Segment Start: Extracted material

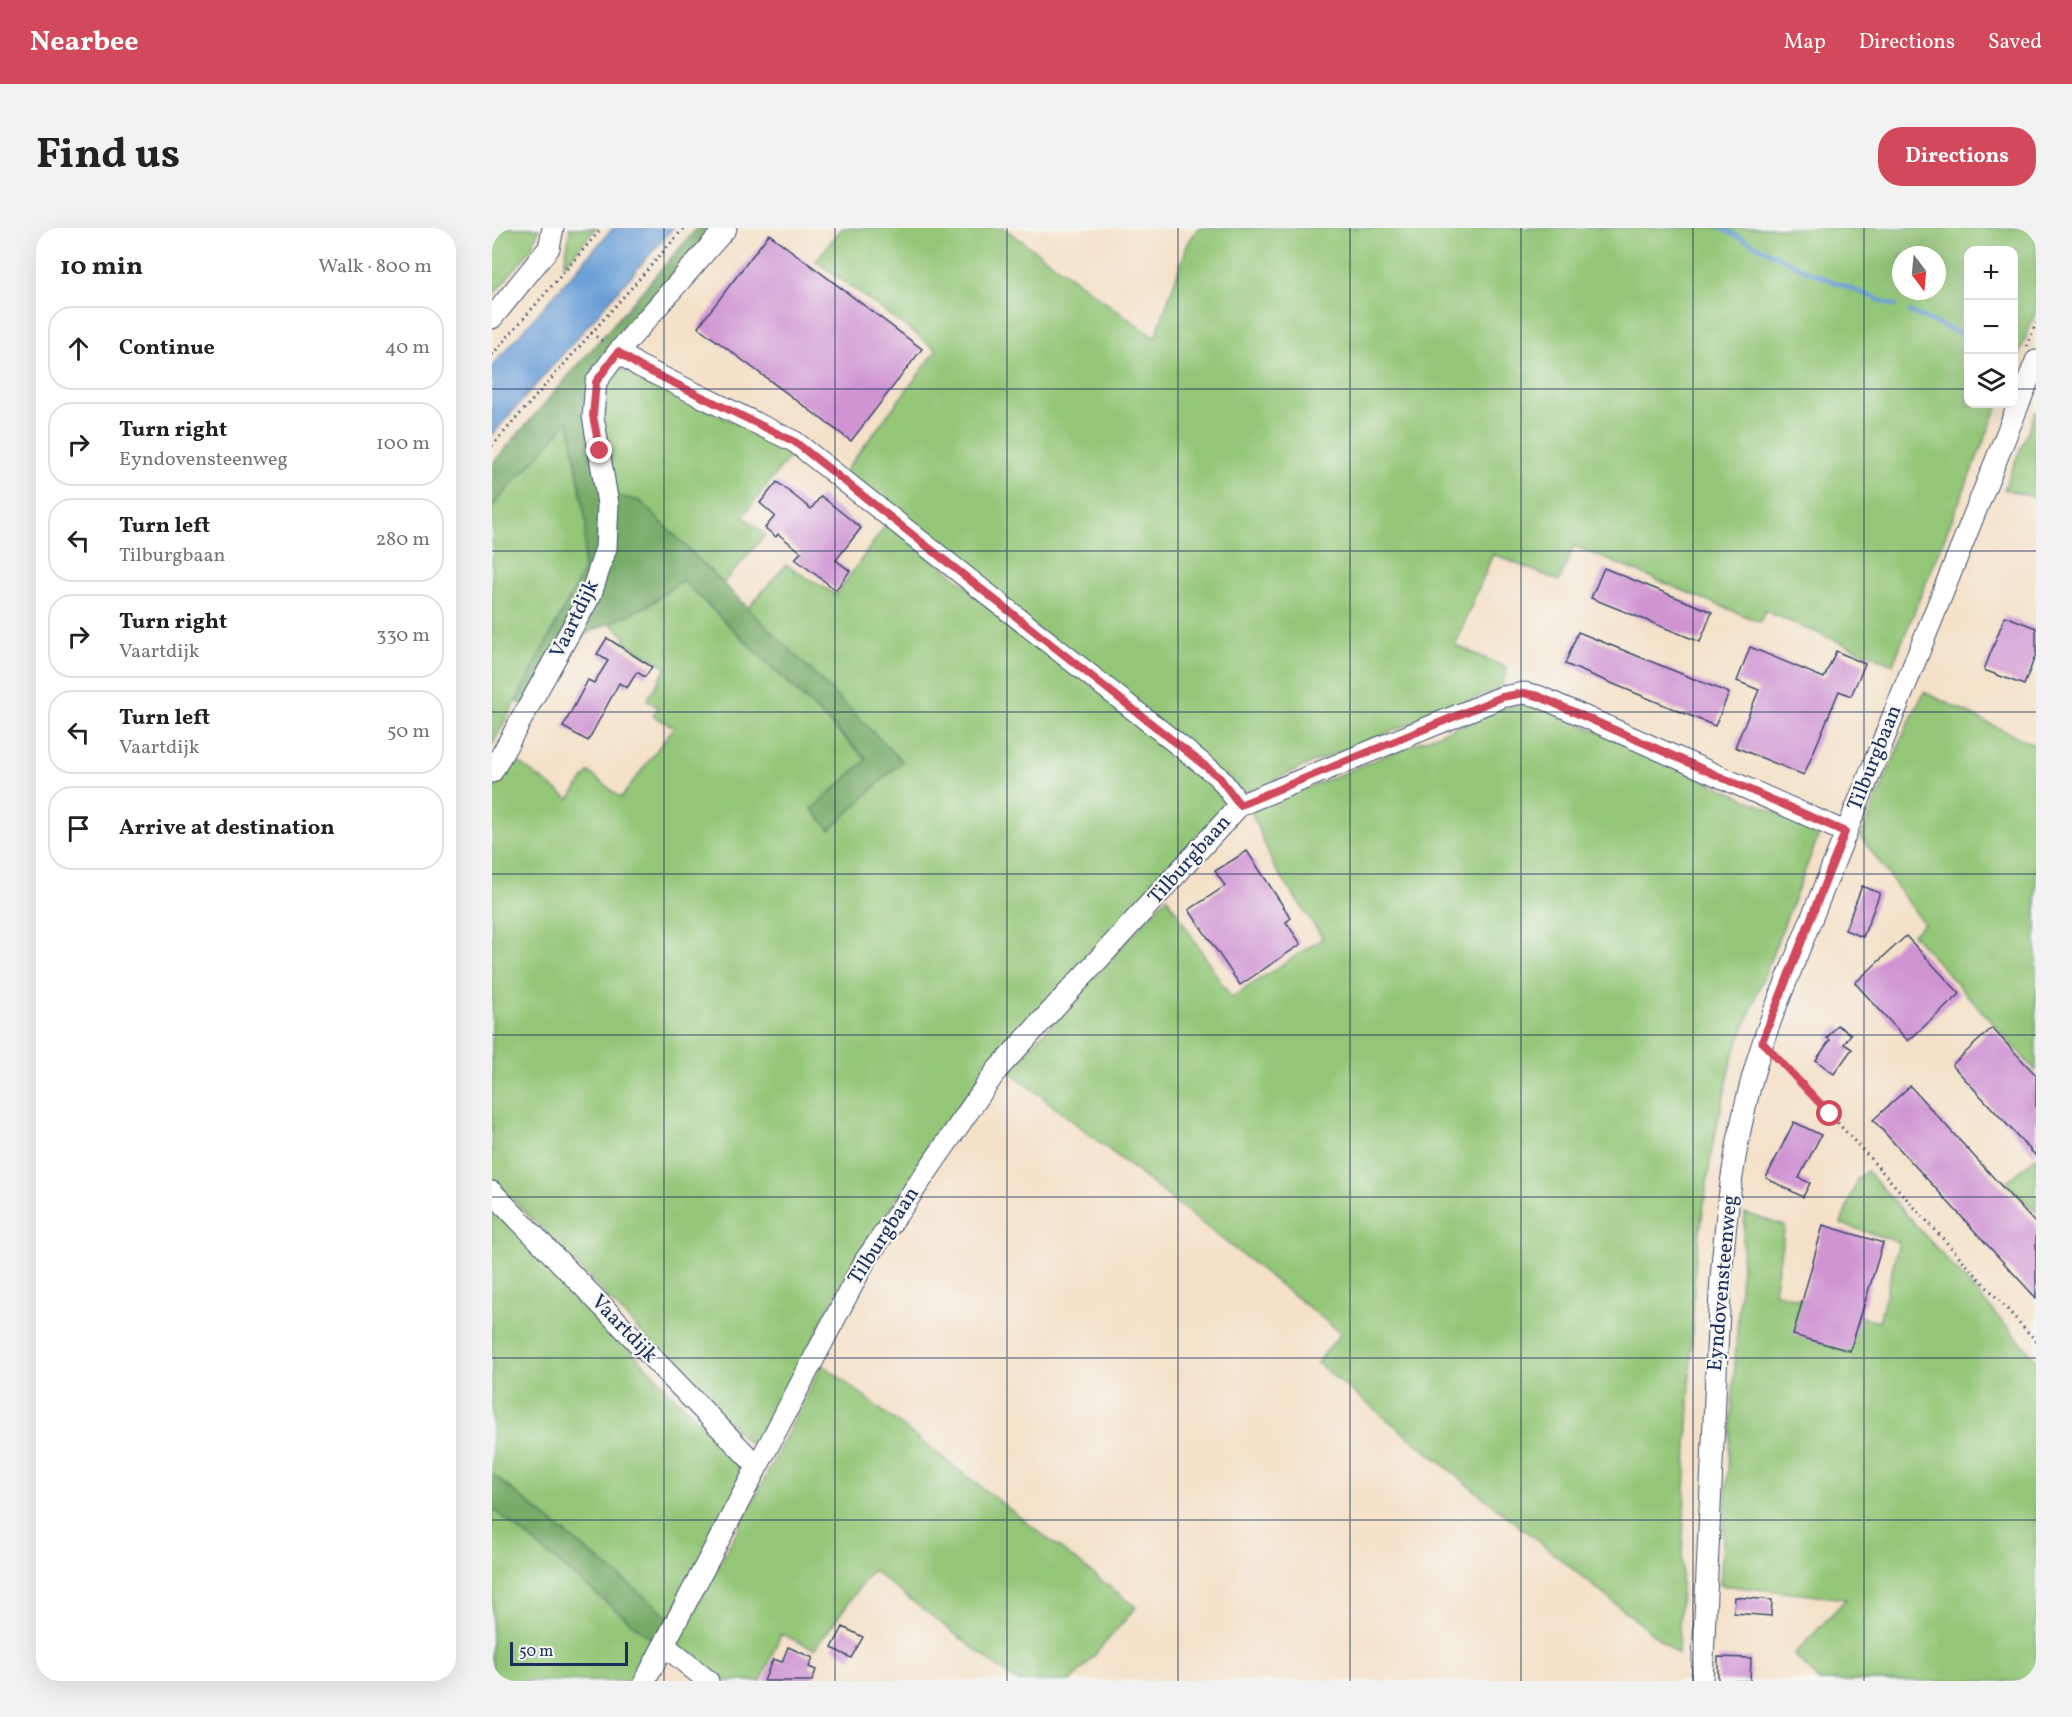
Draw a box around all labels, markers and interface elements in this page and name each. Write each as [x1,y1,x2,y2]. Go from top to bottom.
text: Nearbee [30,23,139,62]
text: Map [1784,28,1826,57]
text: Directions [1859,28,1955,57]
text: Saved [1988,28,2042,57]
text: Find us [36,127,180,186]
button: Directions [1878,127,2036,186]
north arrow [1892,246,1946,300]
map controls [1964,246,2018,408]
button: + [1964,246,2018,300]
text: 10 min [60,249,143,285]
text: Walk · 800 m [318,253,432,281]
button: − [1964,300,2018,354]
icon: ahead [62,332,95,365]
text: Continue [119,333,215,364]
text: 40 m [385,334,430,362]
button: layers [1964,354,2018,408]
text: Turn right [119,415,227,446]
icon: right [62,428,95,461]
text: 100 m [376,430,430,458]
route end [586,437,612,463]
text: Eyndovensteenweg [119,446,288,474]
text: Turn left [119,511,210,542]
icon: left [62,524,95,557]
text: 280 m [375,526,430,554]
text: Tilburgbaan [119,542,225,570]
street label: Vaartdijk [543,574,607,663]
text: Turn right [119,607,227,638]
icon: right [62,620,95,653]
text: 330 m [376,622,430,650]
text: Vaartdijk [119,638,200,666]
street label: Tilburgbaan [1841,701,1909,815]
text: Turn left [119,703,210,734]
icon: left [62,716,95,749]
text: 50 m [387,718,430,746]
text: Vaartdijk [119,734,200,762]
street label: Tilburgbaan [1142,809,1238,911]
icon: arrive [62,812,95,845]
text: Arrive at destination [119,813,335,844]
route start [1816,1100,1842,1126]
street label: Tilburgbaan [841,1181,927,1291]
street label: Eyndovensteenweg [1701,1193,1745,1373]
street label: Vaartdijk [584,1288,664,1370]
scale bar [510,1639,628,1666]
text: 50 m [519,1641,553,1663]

Segment End: Extracted material

_Task goal_
Please give the records again word for word, omitting all images.

_Answer space_
Draw a box around all labels, markers and interface elements in this page and name each. Write each as [x1,y1,x2,y2]. Go from top to bottom.
text: Nearbee [30,23,139,62]
text: Map [1784,28,1826,57]
text: Directions [1859,28,1955,57]
text: Saved [1988,28,2042,57]
text: Find us [36,127,180,186]
button: Directions [1878,127,2036,186]
north arrow [1892,246,1946,300]
map controls [1964,246,2018,408]
button: + [1964,246,2018,300]
text: 10 min [60,249,143,285]
text: Walk · 800 m [318,253,432,281]
button: − [1964,300,2018,354]
icon: ahead [62,332,95,365]
text: Continue [119,333,215,364]
text: 40 m [385,334,430,362]
button: layers [1964,354,2018,408]
text: Turn right [119,415,227,446]
icon: right [62,428,95,461]
text: 100 m [376,430,430,458]
route end [586,437,612,463]
text: Eyndovensteenweg [119,446,288,474]
text: Turn left [119,511,210,542]
icon: left [62,524,95,557]
text: 280 m [375,526,430,554]
text: Tilburgbaan [119,542,225,570]
street label: Vaartdijk [543,574,607,663]
text: Turn right [119,607,227,638]
icon: right [62,620,95,653]
text: 330 m [376,622,430,650]
text: Vaartdijk [119,638,200,666]
street label: Tilburgbaan [1841,701,1909,815]
text: Turn left [119,703,210,734]
icon: left [62,716,95,749]
text: 50 m [387,718,430,746]
text: Vaartdijk [119,734,200,762]
street label: Tilburgbaan [1142,809,1238,911]
icon: arrive [62,812,95,845]
text: Arrive at destination [119,813,335,844]
route start [1816,1100,1842,1126]
street label: Tilburgbaan [841,1181,927,1291]
street label: Eyndovensteenweg [1701,1193,1745,1373]
street label: Vaartdijk [584,1288,664,1370]
scale bar [510,1639,628,1666]
text: 50 m [519,1641,553,1663]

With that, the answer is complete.